You are viewing a plain text version of this content. The canonical link for it is here.

Posted to user@spark.apache.org by Patrick McGloin <mc...@gmail.com> on 2017/05/19 12:55:59 UTC

Re: Is there a Kafka sink for Spark Structured Streaming

# Write key-value data from a DataFrame to a Kafka topic specified in an option
query = df \
  .selectExpr("CAST(userId AS STRING) AS key", "to_json(struct(*)) AS value") \
  .writeStream \
  .format("kafka") \
  .option("kafka.bootstrap.servers", "host1:port1,host2:port2") \
  .option("topic", "topic1") \
  .option("checkpointLocation", "/path/to/HDFS/dir") \
  .start()

Described here:

https://databricks.com/blog/2017/04/26/processing-data-in-apache-kafka-with-structured-streaming-in-apache-spark-2-2.html



On 19 May 2017 at 10:45, <ka...@gmail.com> wrote:

> Is there a Kafka sink for Spark Structured Streaming ?
>
> Sent from my iPhone
>

Re: Is there a Kafka sink for Spark Structured Streaming

Posted by Michael Armbrust <mi...@databricks.com>.

There is an RC here.  Please test!

http://apache-spark-developers-list.1001551.n3.nabble.com/VOTE-Apache-Spark-2-2-0-RC2-td21497.html

On Fri, May 19, 2017 at 4:07 PM, kant kodali <ka...@gmail.com> wrote:

> Hi Patrick,
>
> I am using 2.1.1 and I tried the above code you sent and I get
>
> "java.lang.UnsupportedOperationException: Data source kafka does not
> support streamed writing"
>
> so yeah this probably works only from Spark 2.2 onwards.

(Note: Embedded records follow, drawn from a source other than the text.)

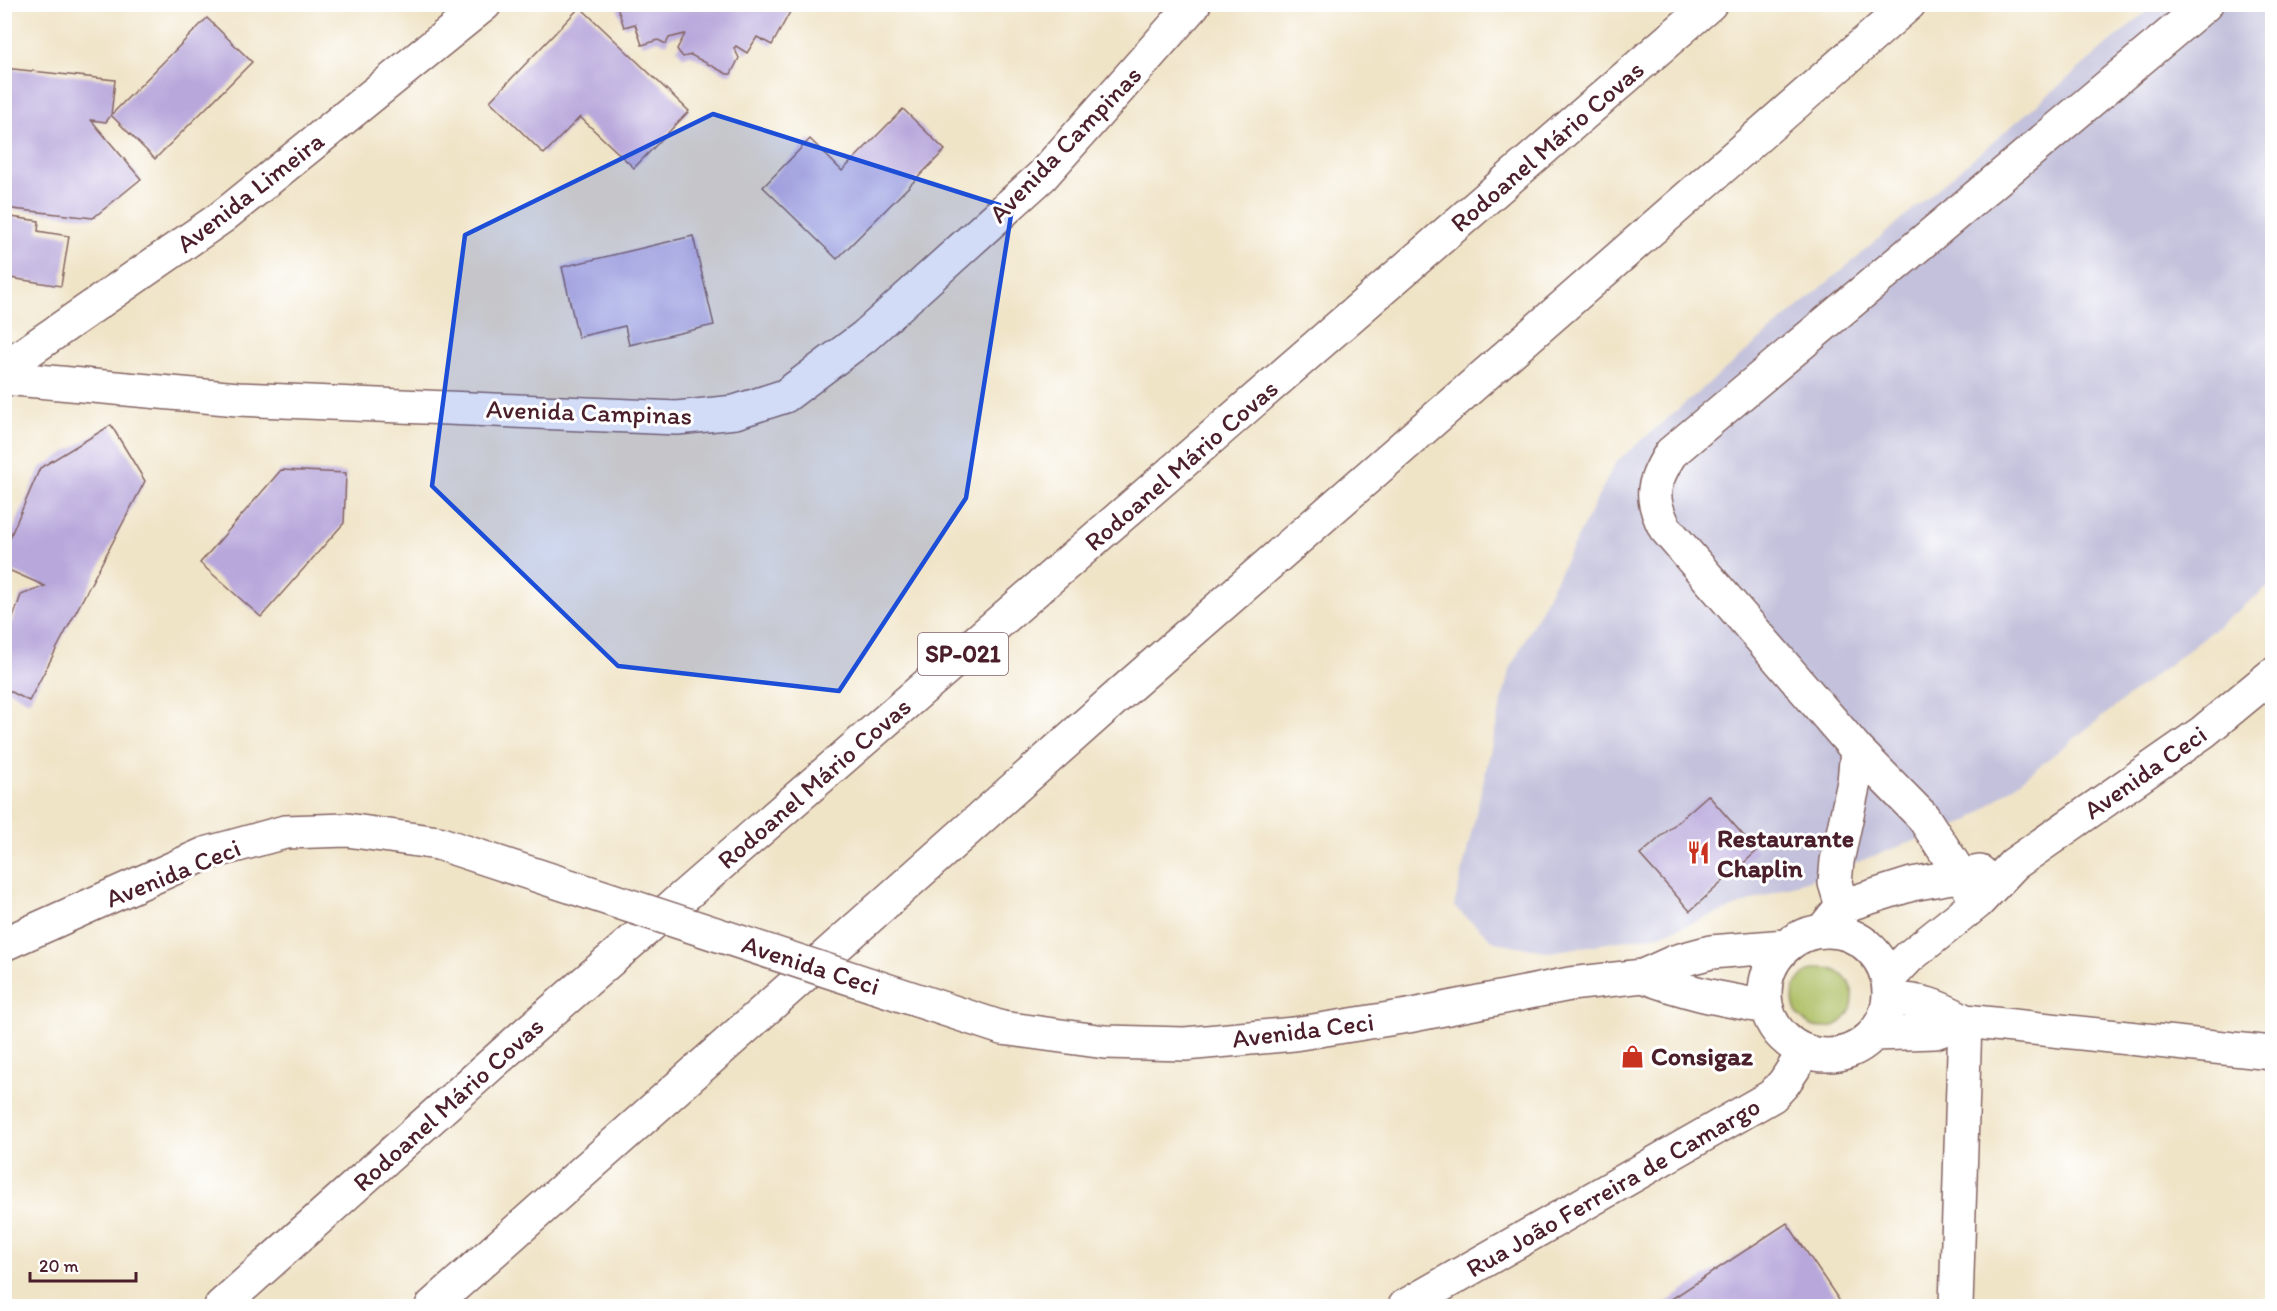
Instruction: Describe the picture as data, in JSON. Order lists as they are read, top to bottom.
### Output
{
  "streets": {
    "main road": [
      "Avenida Campinas",
      "Rodoanel Mário Covas",
      "Avenida Limeira",
      "SP-021",
      "Avenida Ceci",
      "Rua João Ferreira de Camargo"
    ]
  },
  "crossings": [
    ["Avenida Ceci", "Rua João Ferreira de Camargo"]
  ],
  "places": {
    "restaurant": ["Restaurante Chaplin"],
    "shop": ["Consigaz"]
  },
  "scale_bar": "20 m"
}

I am not sure
> when it officially releases.
>
> Thanks!
>
> On Fri, May 19, 2017 at 8:39 AM, <ka...@gmail.com> wrote:
>
>> Hi!
>>
>> Is this possible possible in spark 2.1.1?
>>
>> Sent from my iPhone
>>
>> On May 19, 2017, at 5:55 AM, Patrick McGloin <mc...@gmail.com>
>> wrote:
>>
>> # Write key-value data from a DataFrame to a Kafka topic specified in an option
>> query = df \
>>   .selectExpr("CAST(userId AS STRING) AS key", "to_json(struct(*)) AS value") \
>>   .writeStream \
>>   .format("kafka") \
>>   .option("kafka.bootstrap.servers", "host1:port1,host2:port2") \
>>   .option("topic", "topic1") \
>>   .option("checkpointLocation", "/path/to/HDFS/dir") \
>>   .start()
>>
>> Described here:
>>
>> https://databricks.com/blog/2017/04/26/processing-data-in-apache-kafka-with-structured-streaming-in-apache-spark-2-2.html
>>
>>
>>
>> On 19 May 2017 at 10:45, <ka...@gmail.com> wrote:
>>
>>> Is there a Kafka sink for Spark Structured Streaming ?
>>>
>>> Sent from my iPhone
>>>
>>
>>
>

Re: Is there a Kafka sink for Spark Structured Streaming

Posted by kant kodali <ka...@gmail.com>.

Thanks!

On Fri, May 19, 2017 at 4:50 PM, Tathagata Das <ta...@gmail.com>
wrote:

> Should release by the end of this month.
>
> On Fri, May 19, 2017 at 4:07 PM, kant kodali <ka...@gmail.com> wrote:
>
>> Hi Patrick,
>>
>> I am using 2.1.1 and I tried the above code you sent and I get
>>
>> "java.lang.UnsupportedOperationException: Data source kafka does not
>> support streamed writing"
>>
>> so yeah this probably works only from Spark 2.2 onwards. I am not sure
>> when it officially releases.
>>
>> Thanks!
>>
>> On Fri, May 19, 2017 at 8:39 AM, <ka...@gmail.com> wrote:
>>
>>> Hi!
>>>
>>> Is this possible possible in spark 2.1.1?
>>>
>>> Sent from my iPhone
>>>
>>> On May 19, 2017, at 5:55 AM, Patrick McGloin <mc...@gmail.com>
>>> wrote:
>>>
>>> # Write key-value data from a DataFrame to a Kafka topic specified in an option
>>> query = df \
>>>   .selectExpr("CAST(userId AS STRING) AS key", "to_json(struct(*)) AS value") \
>>>   .writeStream \
>>>   .format("kafka") \
>>>   .option("kafka.bootstrap.servers", "host1:port1,host2:port2") \
>>>   .option("topic", "topic1") \
>>>   .option("checkpointLocation", "/path/to/HDFS/dir") \
>>>   .start()
>>>
>>> Described here:
>>>
>>> https://databricks.com/blog/2017/04/26/processing-data-in-apache-kafka-with-structured-streaming-in-apache-spark-2-2.html
>>>
>>>
>>>
>>> On 19 May 2017 at 10:45, <ka...@gmail.com> wrote:
>>>
>>>> Is there a Kafka sink for Spark Structured Streaming ?
>>>>
>>>> Sent from my iPhone
>>>>
>>>
>>>
>>
>

Re: Is there a Kafka sink for Spark Structured Streaming

Posted by Tathagata Das <ta...@gmail.com>.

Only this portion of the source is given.